According to IMF statistics, fuel prices dipped in November after peaking in October, but they were still up 137% year-on-year. Meanwhile, food prices were up 23% and base metals were up 13% over the previous year. Prices of many manufactured goods have also risen, pushing up measured inflation in many economies.

The main reason for the dip in merchandise trade volume in the third quarter was weaker than forecasted imports in North America and Europe. This translated into reduced exports from those regions and also from Asia.
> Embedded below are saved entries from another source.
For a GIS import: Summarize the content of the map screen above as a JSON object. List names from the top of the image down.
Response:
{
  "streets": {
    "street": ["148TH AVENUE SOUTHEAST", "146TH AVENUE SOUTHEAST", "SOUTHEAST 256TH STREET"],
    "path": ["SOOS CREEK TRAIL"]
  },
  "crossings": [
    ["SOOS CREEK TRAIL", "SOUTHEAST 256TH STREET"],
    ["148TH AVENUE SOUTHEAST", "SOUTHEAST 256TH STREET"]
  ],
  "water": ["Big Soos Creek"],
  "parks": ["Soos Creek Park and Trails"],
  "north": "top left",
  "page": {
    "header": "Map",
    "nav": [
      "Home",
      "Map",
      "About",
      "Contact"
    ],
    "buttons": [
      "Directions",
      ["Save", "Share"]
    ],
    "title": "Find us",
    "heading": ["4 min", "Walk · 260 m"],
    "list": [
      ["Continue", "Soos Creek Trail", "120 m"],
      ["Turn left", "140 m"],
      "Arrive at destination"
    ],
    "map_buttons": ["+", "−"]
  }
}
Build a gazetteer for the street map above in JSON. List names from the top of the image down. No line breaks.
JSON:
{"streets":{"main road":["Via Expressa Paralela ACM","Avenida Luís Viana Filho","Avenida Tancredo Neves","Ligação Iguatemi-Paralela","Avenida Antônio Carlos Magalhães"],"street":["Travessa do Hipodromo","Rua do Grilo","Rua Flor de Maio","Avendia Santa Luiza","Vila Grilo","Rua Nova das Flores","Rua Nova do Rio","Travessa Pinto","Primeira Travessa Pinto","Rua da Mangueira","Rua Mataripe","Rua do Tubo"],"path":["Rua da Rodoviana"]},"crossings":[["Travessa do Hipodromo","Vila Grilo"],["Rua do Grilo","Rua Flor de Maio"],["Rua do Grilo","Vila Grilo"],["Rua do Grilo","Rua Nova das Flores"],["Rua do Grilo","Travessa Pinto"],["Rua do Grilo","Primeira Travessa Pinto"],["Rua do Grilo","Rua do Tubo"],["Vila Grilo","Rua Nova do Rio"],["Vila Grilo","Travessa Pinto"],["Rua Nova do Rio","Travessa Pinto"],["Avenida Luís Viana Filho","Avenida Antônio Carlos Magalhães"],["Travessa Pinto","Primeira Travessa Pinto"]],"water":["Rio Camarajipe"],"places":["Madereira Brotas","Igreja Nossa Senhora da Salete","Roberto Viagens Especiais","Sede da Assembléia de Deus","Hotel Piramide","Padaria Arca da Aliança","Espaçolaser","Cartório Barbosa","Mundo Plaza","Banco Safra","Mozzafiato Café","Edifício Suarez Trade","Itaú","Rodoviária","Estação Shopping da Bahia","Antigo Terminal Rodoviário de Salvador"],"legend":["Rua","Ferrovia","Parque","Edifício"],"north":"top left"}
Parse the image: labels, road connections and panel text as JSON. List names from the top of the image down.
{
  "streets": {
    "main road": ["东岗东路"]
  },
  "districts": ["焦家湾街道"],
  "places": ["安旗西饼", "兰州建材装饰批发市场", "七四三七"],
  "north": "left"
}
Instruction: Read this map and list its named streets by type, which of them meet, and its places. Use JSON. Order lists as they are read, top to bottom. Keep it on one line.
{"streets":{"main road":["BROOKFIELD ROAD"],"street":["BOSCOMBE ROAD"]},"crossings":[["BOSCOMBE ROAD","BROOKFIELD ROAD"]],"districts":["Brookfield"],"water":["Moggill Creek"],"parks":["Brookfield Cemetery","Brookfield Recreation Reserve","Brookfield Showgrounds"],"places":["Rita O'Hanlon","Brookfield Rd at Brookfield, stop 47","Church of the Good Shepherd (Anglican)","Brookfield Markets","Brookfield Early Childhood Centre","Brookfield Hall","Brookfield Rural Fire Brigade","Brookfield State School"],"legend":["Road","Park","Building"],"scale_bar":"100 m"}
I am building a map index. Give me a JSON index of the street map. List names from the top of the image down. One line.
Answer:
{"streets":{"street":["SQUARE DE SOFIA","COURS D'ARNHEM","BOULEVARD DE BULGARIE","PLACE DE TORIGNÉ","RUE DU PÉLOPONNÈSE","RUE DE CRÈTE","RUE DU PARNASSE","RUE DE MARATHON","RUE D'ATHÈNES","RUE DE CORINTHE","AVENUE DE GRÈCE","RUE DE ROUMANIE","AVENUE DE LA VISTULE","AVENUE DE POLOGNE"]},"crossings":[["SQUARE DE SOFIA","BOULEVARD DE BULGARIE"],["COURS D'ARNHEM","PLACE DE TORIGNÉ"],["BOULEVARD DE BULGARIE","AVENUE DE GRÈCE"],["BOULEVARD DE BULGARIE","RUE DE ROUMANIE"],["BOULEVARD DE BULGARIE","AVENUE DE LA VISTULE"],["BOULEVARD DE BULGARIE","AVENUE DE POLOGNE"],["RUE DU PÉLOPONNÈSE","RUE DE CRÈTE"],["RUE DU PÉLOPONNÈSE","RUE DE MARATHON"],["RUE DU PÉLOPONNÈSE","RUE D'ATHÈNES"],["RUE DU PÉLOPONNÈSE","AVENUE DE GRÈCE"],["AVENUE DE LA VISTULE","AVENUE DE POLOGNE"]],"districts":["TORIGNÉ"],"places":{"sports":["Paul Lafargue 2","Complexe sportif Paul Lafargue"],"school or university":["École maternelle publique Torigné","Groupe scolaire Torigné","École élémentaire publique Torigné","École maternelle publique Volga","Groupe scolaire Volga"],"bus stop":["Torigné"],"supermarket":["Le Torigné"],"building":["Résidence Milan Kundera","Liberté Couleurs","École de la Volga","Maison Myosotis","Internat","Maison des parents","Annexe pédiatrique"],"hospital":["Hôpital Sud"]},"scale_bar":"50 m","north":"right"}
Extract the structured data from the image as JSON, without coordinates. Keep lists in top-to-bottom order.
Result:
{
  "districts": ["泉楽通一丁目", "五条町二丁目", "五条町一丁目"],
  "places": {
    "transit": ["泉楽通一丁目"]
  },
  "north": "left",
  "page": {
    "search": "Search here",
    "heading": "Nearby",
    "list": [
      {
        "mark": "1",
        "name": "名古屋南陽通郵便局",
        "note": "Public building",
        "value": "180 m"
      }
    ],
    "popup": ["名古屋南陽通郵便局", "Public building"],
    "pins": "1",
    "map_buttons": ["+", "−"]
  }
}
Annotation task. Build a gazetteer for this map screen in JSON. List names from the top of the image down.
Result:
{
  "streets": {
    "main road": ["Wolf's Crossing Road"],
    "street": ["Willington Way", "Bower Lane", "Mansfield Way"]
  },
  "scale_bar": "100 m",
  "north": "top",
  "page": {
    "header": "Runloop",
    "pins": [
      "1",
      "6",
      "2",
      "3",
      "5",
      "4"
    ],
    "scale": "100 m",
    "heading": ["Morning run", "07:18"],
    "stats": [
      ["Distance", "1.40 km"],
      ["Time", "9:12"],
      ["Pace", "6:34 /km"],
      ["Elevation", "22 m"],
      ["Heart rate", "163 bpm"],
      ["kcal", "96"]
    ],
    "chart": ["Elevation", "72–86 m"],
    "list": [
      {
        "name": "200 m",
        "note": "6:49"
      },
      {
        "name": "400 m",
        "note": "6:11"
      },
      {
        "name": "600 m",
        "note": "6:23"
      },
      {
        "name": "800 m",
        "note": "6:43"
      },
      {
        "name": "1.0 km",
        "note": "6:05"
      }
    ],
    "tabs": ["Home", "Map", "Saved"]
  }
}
Asian imports contracted in the third quarter, but this decline was anticipated in the October trade forecast.

Seasonally-adjusted exports were down quarter-on-quarter in the third quarter in North America (‑1.9%), South and Central America (‑2.5%), Europe (‑1.0%), Africa (‑3.8%) and Asia (‑1.2). Exports were up in the Commonwealth of Independent States (CIS) including certain former and associate members (3.8%) and in the Middle East (2.6%).

Imports declined by 0.5% in Europe in the third quarter, even though they had been expected to grow 2.6%. Imports also fell in the third quarter in the CIS (‑3.2%), Africa (‑0.7%), and Asia (-1.3%). North America’s imports were up 0.4% in the third quarter, but a stronger increase of 1.5% had been anticipated. Meanwhile, shipments from South America and the Middle East were up 0.4% and 1.6%.